Now another scenario: Suppose it’s not just me.  Suppose that several people of your acquaintance, including people who you’re pretty sure don’t know each other, all tell you that they have dragons in their garages — but in every case the evidence is maddeningly elusive.  All of us admit we’re disturbed at being gripped by so odd a conviction so ill-supported by the physical evidence.  None of us is a lunatic.  We speculate about what it would mean if invisible dragons were really hiding out in garages all over the world, with us humans just catching on.  I’d rather it not be true, I tell you.  But maybe all those ancient European and Chinese myths about dragons weren’t myths at all.
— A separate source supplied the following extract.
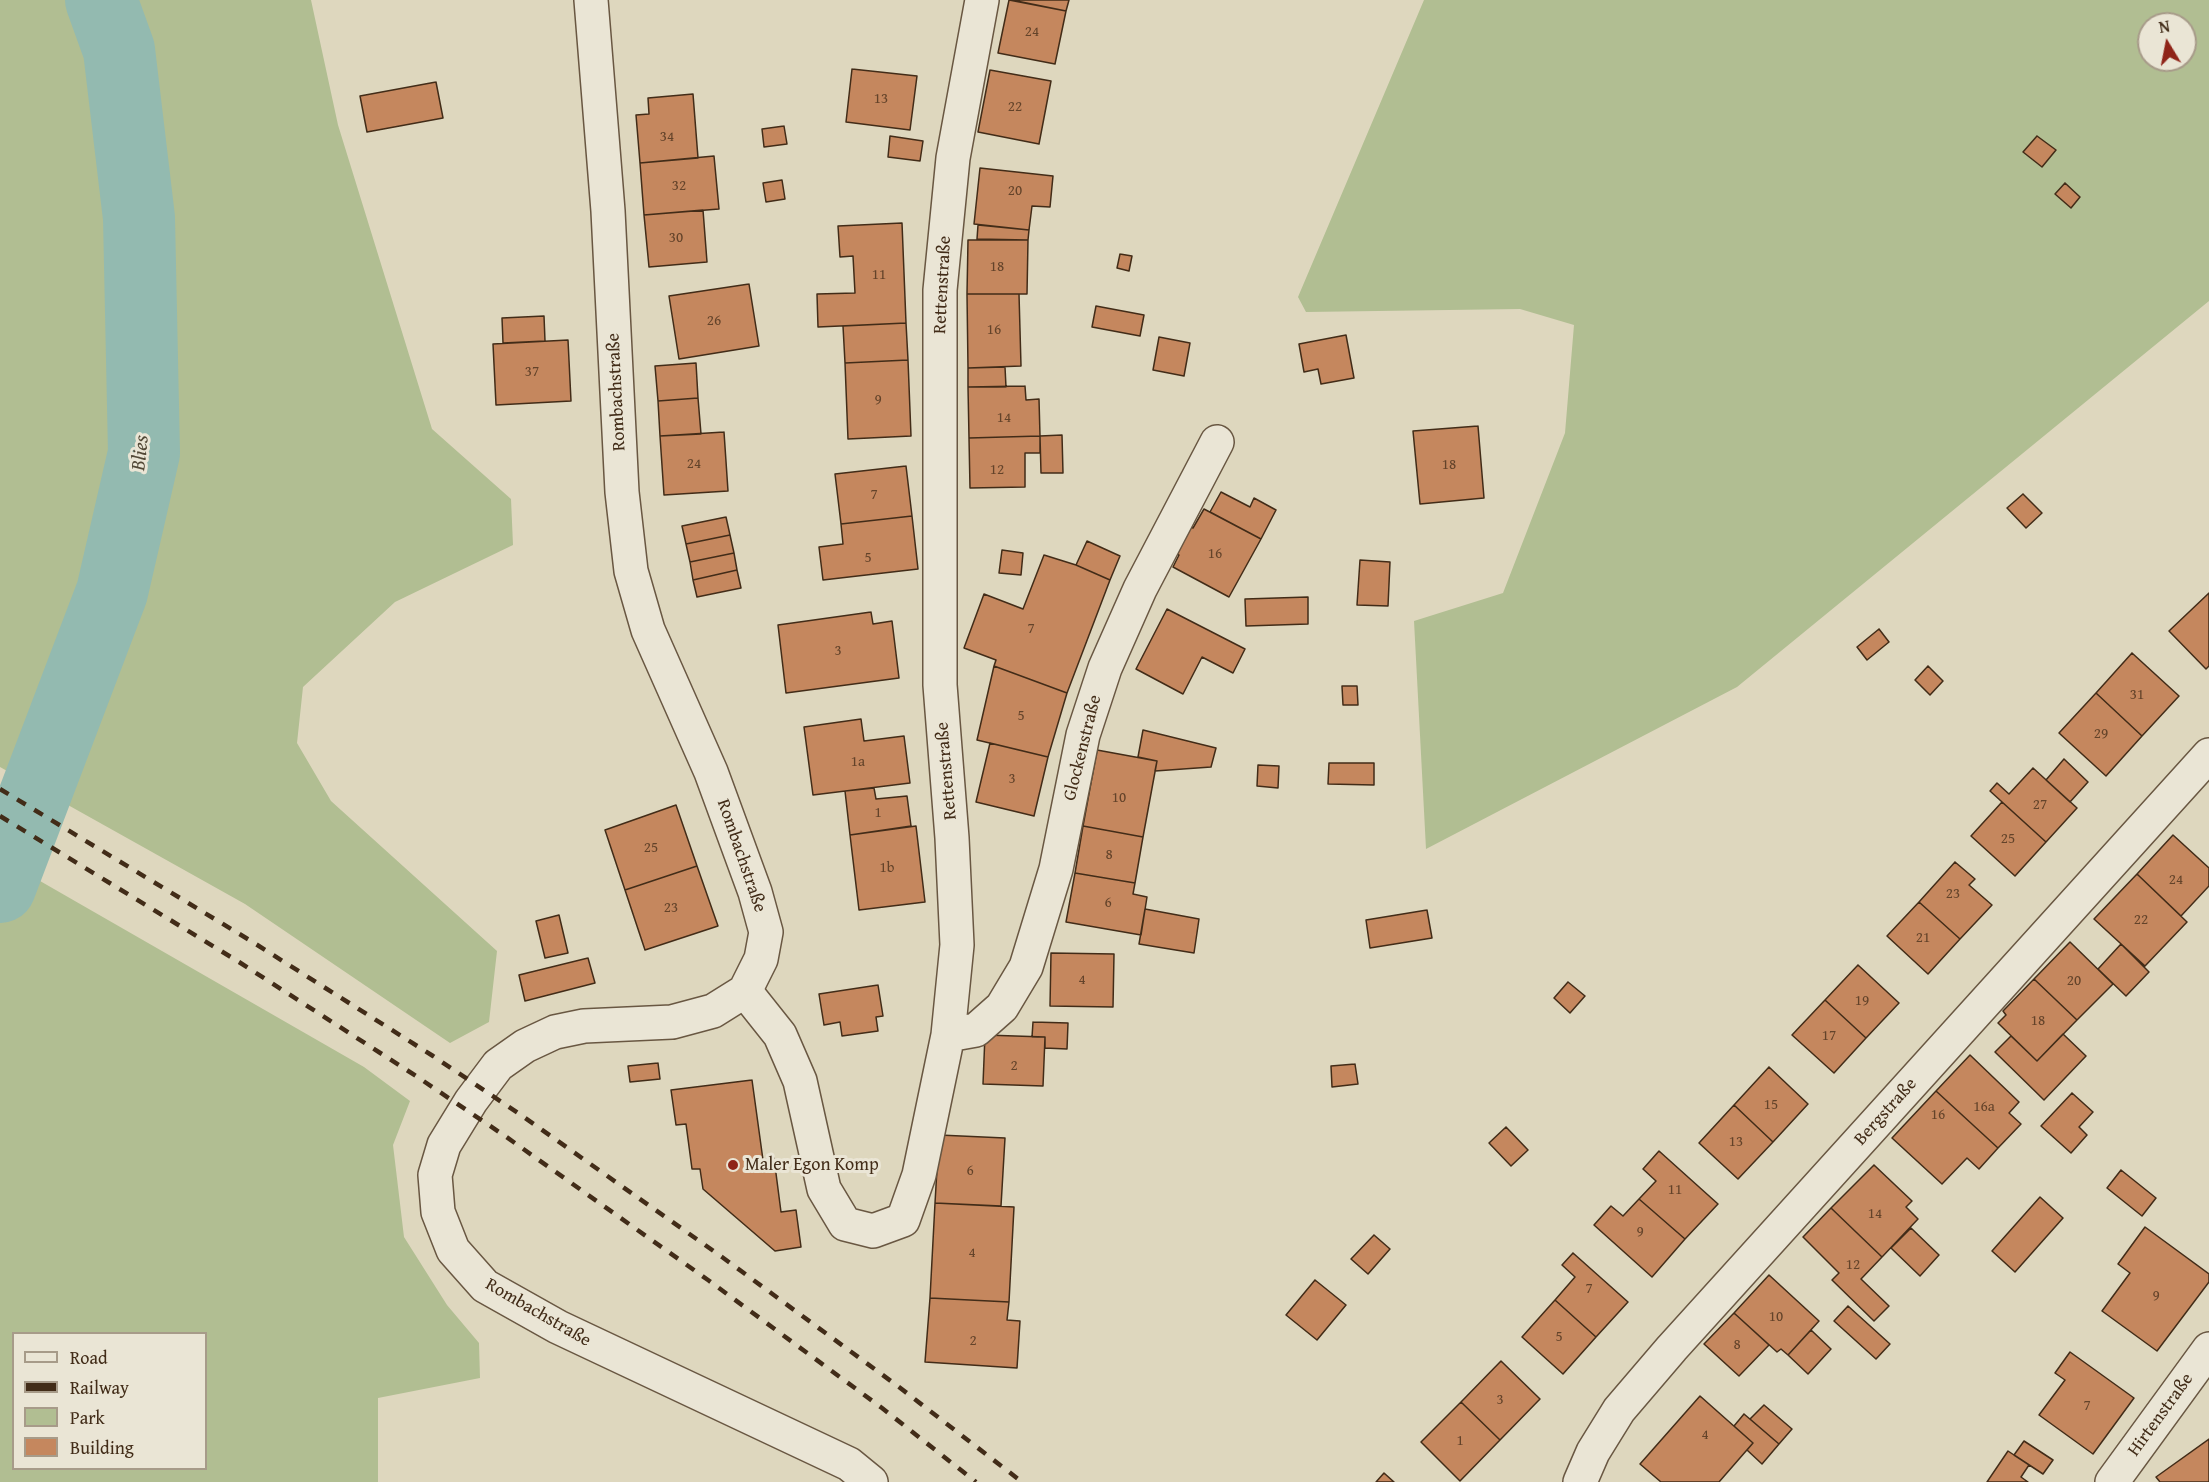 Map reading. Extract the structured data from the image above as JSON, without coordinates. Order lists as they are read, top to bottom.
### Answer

Gratifyingly, some dragon-size footprints in the flour are now reported.  But they’re never made when a sceptic is looking.  An alternative explanation presents itself.  On close examination it seems clear that the footprints could have been faked.  Another dragon enthusiast shows up with a burnt finger and attributes it to a rare physical manifestation of the dragon’s fiery breath.  But again, other possibilities exist.  We understand that there are other ways to burn fingers besides the breath of invisible dragons.  Such ‘evidence’ — no matter how important the dragon advocates consider it — is far from compelling.  Once again, the only sensible approach is tentatively to reject the dragon hypothesis, to be open to future physical data, and to wonder what the cause might be that so many apparently sane and sober people share the same strange delusion.